Commissioner of Taxation v Futuris Corporation Limited: Schemes to reduce income tax

Wednesday 21 March 2012 @ 11.09 a.m. | Taxation

The recent case of Commissioner of Taxation v Futuris Corporation Limited [2012] FCAFC 32 (19 March 2012) has considered Income Tax Assessment Act 1936 (Cth) (ITAA 1936) Part IVA dealing schemes to reduce income tax.

  Background   In 1997 the respondent, Futuris Corporation Ltd (Futuris) decided to dispose of its Building Products Division and to do so by a public float of its wholly owned subsidiary, Walshville Holdings Pty Ltd (Walshville). In doing so it was necessary to transfer parts of the Building Products Division that were held by other companies in the Futuris Group to Walshville. Some of the steps by which this was achieved resulted in an increase in the cost base and the indexed cost base of Futuris’ shares in Walshville. This reduced Futuris’ assessable capital gain on the disposal of its shares in Walshville.   The Commissioner of Taxation (Commisioner) claimed that in this way Futuris obtained, or would have obtained but for the operation the ITAA 1936 Part IVA, which deals with schemes to reduce income tax; a tax benefit in connection with a scheme to which Part IVA applies. The Commissioner issued Futuris with an amended assessment for the year of income ending on 30 June 1998.   Futuris lodged an objection which the Commissioner disallowed. Further, by way of penalty, the Commissioner also assessed Futuris with additional tax of $1,493,101.62 being 5% of the amount by which the tax assessed by the Commissioner exceeds the amount that Futuris claimed was payable. Futuris appealed to the Federal Court against the Commissioner’s decision.   On 31 August 2010 Federal Court delivered reasons for judgment allowing the appeal and setting aside the Commissioner’s objection decision, remitting the matter to the Commissioner “to allow the applicant’s objection by excluding the amount of $82,950,090 from taxable income and excising the additional tax assessed by way of penalty”. With the exception of certain reserved costs, the Commissioner was ordered to pay Futuris’ costs to be taxed or agreed.

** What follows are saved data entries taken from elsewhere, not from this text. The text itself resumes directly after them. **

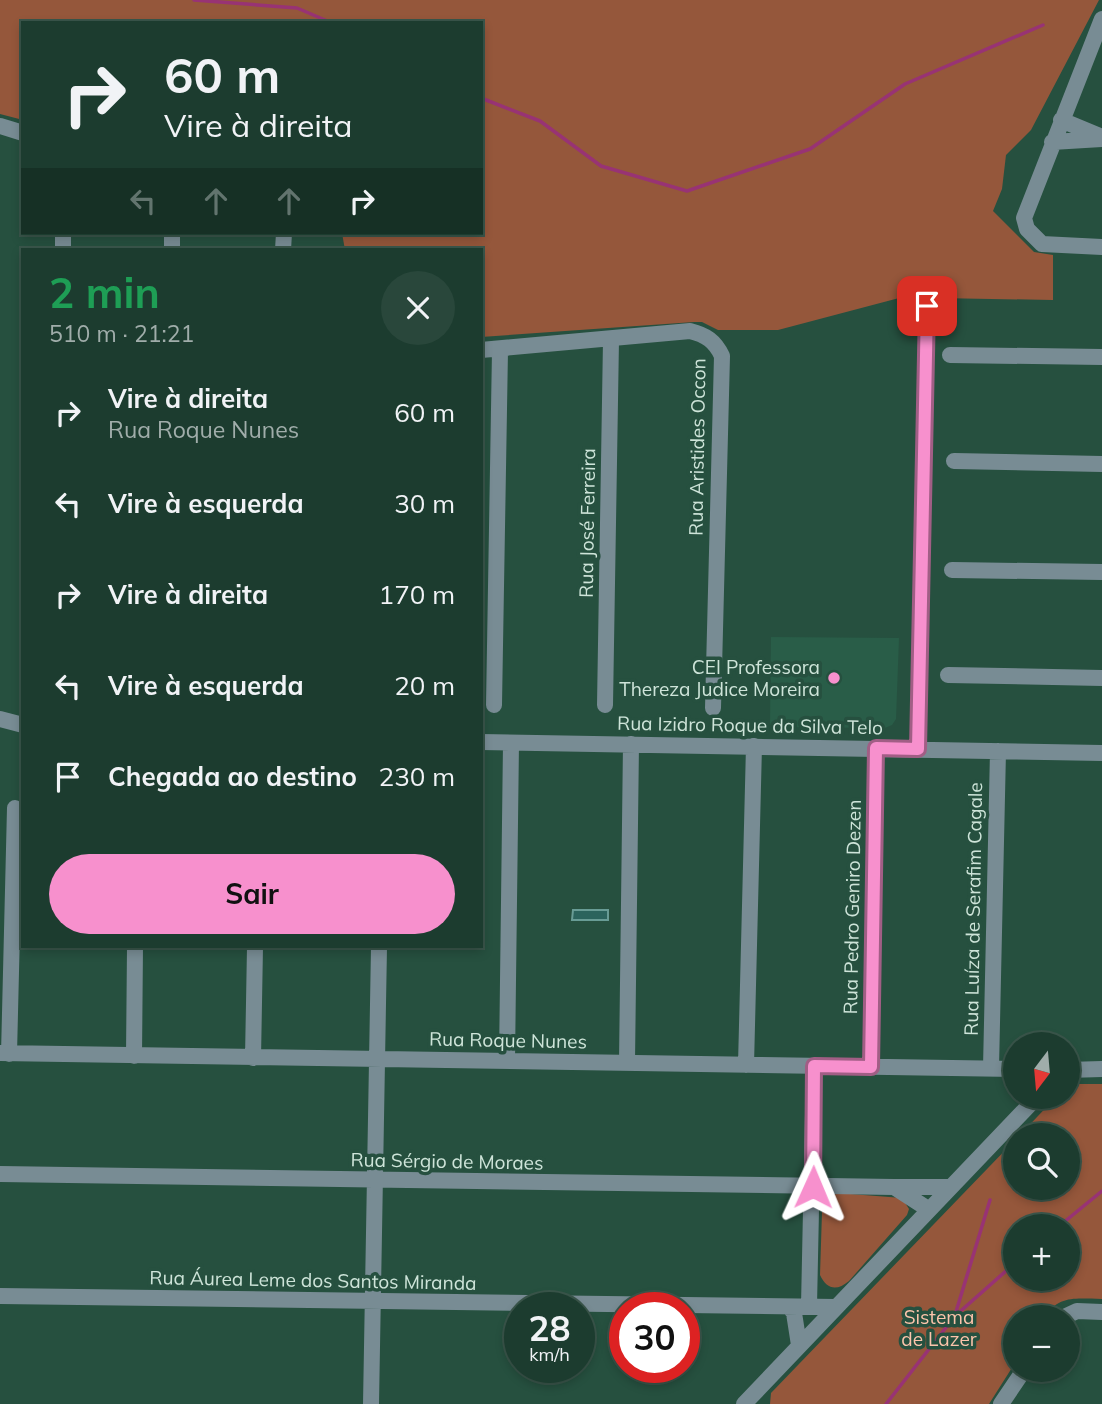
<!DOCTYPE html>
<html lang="pt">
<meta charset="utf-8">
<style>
body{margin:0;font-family:Mulish,sans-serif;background:#29473b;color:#f1f3f6;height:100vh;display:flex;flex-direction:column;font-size:26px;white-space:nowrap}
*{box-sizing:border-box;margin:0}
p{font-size:23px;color:#a0adaa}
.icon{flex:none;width:38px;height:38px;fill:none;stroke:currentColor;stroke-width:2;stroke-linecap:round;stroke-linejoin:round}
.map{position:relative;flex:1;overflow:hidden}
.sheet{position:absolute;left:21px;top:248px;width:462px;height:700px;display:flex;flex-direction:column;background:#1c3c2f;border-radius:0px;box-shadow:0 4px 10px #0003,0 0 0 2px #3a564b}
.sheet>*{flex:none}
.banner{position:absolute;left:21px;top:21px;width:462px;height:214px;border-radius:0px;box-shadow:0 4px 10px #0003,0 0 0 2px #3a564b;background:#1c3c2f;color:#f1f3f6;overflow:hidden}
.needle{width:46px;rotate:196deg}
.tools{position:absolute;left:1003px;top:1032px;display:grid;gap:14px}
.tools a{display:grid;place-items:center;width:77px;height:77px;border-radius:50%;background:#1c3c2f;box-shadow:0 4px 10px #0003,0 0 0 2px #3a564b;font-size:35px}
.speed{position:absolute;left:504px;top:1292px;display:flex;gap:14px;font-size:35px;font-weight:700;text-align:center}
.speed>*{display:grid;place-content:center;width:91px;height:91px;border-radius:50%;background:#1c3c2f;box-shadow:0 4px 10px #0003,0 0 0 2px #3a564b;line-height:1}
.speed small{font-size:18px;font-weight:400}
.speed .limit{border:10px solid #d22;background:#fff;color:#111}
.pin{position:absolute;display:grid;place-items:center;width:60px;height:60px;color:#fff;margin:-30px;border-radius:14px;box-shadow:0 4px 10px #0006}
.me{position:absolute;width:77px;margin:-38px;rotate:1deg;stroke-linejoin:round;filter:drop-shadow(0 0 5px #0008)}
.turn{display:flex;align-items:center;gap:24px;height:147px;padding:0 28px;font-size:32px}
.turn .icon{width:91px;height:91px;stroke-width:2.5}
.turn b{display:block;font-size:49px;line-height:60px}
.lanes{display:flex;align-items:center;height:66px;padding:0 28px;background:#0003;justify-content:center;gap:35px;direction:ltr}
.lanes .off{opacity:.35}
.round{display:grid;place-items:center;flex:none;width:74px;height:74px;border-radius:37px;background:#29473b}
.overview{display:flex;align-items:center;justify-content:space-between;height:119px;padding:0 28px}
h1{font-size:42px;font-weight:700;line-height:52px;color:#1e9e55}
.primary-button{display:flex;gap:14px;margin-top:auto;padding:14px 28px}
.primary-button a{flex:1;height:80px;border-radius:42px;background:#f790cd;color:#111;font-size:28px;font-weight:700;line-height:80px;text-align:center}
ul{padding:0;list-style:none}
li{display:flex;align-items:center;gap:21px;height:91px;padding:0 28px}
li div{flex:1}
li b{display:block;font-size:26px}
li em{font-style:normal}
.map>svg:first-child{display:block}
.built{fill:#295d48}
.green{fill:#95573b;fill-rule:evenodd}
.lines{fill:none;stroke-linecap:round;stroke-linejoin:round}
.stream{stroke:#983374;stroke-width:3.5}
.building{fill:#2b645d;stroke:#689c95;stroke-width:2}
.minor{stroke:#788c94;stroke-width:16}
.route-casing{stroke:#a15e85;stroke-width:18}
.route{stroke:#f790cd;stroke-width:12}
.poi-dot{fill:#f790cd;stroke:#26503f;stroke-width:2.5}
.labels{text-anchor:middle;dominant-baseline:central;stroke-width:7;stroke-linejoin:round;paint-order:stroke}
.street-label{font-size:19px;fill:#cee4d9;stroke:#26503f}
.poi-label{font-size:19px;fill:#cee4d9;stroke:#26503f;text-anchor:end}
.park-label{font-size:19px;fill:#fcc4ab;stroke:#26503f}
</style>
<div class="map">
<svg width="1102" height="1404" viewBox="0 0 1102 1404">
<rect width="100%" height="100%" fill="#26503f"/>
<path class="built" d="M771,637L899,638L896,719L892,725L885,728L770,727Z"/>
<path class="green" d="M0,0H1099L1031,130L1006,155L1002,189L993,211L1034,252L1053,255V300L937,298V288L778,330H718L702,322H694L481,337V250H345L342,233H481V23H23V120L0,114Z
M1069,1084H1102V1299C1077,1299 1059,1294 1044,1318H1015V1363L989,1404H770L771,1393L1015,1140V1188H1068V1136H1019L1056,1097H1068ZM1015,1227H1068V1279H1015Z
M838,1193L902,1198L909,1209L907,1215L849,1281C837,1291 827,1290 820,1275L822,1212L826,1199Z"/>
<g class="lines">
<path class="stream" d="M194,0L297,8L332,23
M481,98L540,121L601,166L687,191L810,149L905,84L1043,25
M1058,1227L1102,1191
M955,1315L990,1200
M886,1404L955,1316L1015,1263"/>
</g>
<path class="building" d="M573,910H608V920H572Z"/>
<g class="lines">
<path class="minor" d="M1102,19L1024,218L1027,229L1042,244L1102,247
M1061,120L1102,137
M0,126L23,133
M1052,142L1102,139
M63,250V233
M172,250V233
M283,250L284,233
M481,350L690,331C706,335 715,341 722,356L713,708
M950,355L1102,357
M954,461L1102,464
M952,570L1102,572
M948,675L1102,678
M494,705L500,350
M605,705L611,340
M0,719L23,725
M481,742L1102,753
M918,749L927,306
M0,1053L1015,1069
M9,1054L15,808
M134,1056L135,947
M253,1058L255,947
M507,1060L511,743
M627,1062L631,744
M746,1065L754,746
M871,1067L876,748
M991,1068L998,751
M1068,1070L1102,1069
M0,1174L894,1187
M928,1209L894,1187H950
M0,1296L835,1307
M809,1306L814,1066
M789,1307L794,1313L799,1345
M1062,1318L1077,1311L1102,1312
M371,1404L379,947
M744,1404L1037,1097
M1001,1404L1024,1370"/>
</g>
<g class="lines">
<g class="route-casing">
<path id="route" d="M813,1187L814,1066L871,1067L876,748L918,749L927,306"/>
</g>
<use href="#route" class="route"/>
</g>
<circle class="poi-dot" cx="834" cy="678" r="7"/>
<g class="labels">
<g class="street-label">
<text transform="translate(697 447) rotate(-89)">Rua Aristides Occon</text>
<text transform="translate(587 523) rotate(-89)">Rua José Ferreira</text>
<text transform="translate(750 725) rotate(1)">Rua Izidro Roque da Silva Telo</text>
<text transform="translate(852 907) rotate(-89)">Rua Pedro Geniro Dezen</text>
<text transform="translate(973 909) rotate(-89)">Rua Luíza de Serafim Cagale</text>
<text transform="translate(508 1040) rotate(1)">Rua Roque Nunes</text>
<text transform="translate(447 1161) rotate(1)">Rua Sérgio de Moraes</text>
<text transform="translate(313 1280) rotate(1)">Rua Áurea Leme dos Santos Miranda</text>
</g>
<g class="poi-label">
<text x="820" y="667">CEI Professora<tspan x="820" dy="22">Thereza Judice Moreira</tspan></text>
</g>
<g class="park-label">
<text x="939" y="1317">Sistema<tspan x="939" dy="22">de Lazer</tspan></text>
</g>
</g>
</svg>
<div class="tools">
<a><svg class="needle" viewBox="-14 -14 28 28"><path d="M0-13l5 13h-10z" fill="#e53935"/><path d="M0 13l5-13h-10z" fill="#a0adaa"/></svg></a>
<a><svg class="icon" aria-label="search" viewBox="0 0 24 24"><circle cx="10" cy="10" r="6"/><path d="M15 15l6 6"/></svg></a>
<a>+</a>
<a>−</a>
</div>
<div class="speed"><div>28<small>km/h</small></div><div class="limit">30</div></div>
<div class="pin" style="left:927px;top:306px;background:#d93025"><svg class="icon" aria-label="arrive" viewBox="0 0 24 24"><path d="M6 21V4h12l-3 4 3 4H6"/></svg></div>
<svg class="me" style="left:813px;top:1187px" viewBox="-20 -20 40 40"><path d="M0-17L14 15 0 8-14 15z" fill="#f790cd" stroke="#fff" stroke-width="4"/></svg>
<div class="banner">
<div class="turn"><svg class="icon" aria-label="right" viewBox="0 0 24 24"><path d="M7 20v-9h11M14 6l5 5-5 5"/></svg><div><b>60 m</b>Vire à direita</div></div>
<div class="lanes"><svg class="icon off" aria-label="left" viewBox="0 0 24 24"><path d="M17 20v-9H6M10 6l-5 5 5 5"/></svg><svg class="icon off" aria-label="ahead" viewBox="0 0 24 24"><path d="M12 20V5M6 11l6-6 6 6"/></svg><svg class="icon off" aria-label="ahead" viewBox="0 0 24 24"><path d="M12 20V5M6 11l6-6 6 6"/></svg><svg class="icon" aria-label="right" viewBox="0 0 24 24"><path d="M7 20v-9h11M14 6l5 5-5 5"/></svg></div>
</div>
<section class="sheet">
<div class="overview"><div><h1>2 min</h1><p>510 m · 21:21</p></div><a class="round"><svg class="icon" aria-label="close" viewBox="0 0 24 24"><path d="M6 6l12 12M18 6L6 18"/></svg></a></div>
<ul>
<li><svg class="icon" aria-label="right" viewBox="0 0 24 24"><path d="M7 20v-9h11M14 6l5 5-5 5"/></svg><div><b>Vire à direita</b><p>Rua Roque Nunes</p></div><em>60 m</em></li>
<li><svg class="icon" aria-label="left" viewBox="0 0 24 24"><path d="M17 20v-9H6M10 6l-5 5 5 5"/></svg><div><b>Vire à esquerda</b></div><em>30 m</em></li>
<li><svg class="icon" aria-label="right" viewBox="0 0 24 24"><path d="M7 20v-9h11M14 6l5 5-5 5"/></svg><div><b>Vire à direita</b></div><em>170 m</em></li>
<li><svg class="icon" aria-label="left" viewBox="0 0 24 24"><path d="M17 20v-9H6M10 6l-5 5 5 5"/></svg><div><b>Vire à esquerda</b></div><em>20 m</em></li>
<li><svg class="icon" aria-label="arrive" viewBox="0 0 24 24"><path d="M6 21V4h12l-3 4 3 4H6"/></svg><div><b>Chegada ao destino</b></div><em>230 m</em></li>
</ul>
<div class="primary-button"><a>Sair</a></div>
</section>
</div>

The Commissioner appealed from that judgment to the Full Court of the Federal Court. The key issues for consideration being whether:

  • the disposal involved a scheme in connection with which the taxpayer obtained a tax benefit within ITAA 1936 ss 177C(1)(a) and 177D(a) 

  • without such a scheme the taxpayer would, as a matter of reasonable expectation, have carried out disposal of building services division in a manner such that the amount of alleged tax benefit would not have been included in its assessable income

  • the onus is on the taxpayer to prove the Commissioners assessment is excessive ( see Taxation Administration Act 1953 (Cth) s 14ZZO)

  • the  taxpayer may attempt to discharge onus in its own way

  • whether expert evidence led by taxpayer as to alternative scenario was “sufficiently reliable for it to be regarded as reasonable”. 

Result   In dismissing the Commissioner's appeal, the Full Court held that it will decide if onus on the taxpayer to prove the assessment is excessive, has been discharged by having regard to all the evidence before it:
“ . . .  We see no error in the primary judge accepting his evidence.  As we have found that the primary judge was correct in concluding that there was no tax benefit in connection with the primary scheme or the alternative scheme within s 177C(1)(a) it is not necessary for us to consider the issues raised in the appeal and in Furturis’ notice of contention concerning s 177D(b) and dominant tax purpose.”